Please transcribe the data that follows without the pictures, keeping every word the same.

────

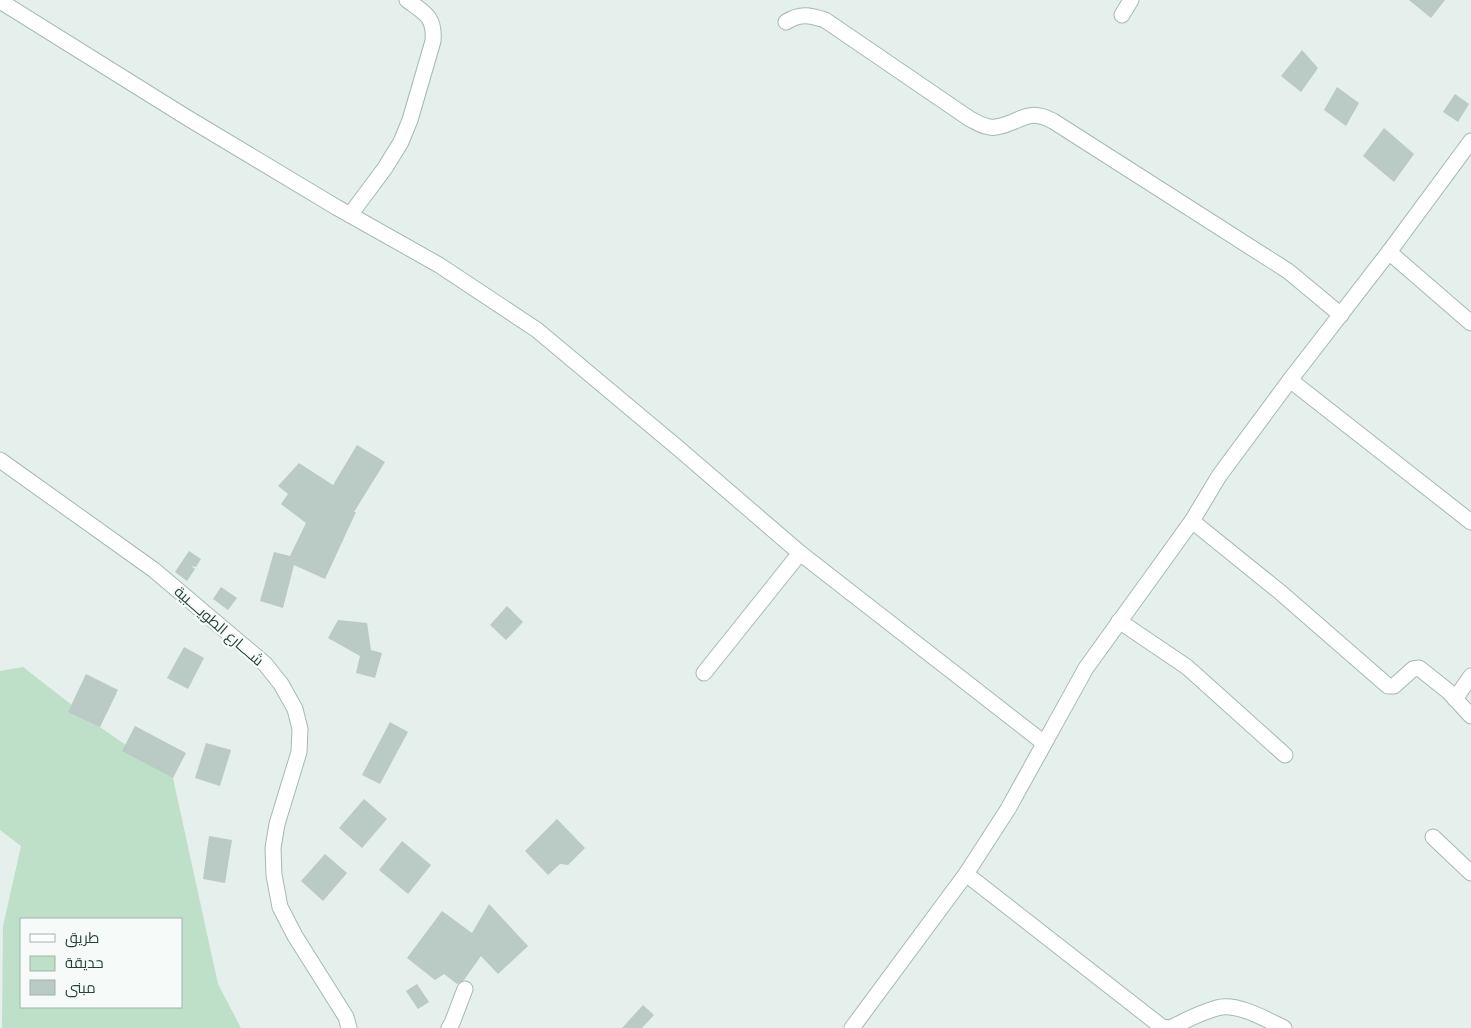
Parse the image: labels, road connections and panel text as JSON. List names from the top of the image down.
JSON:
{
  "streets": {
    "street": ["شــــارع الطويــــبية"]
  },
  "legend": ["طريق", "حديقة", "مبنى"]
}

────

Answer section
Parse the image: labels, road connections and panel text as JSON. List names from the top of the image down.
JSON:
{
  "streets": {
    "street": ["شــــارع الطويــــبية"]
  },
  "legend": ["طريق", "حديقة", "مبنى"]
}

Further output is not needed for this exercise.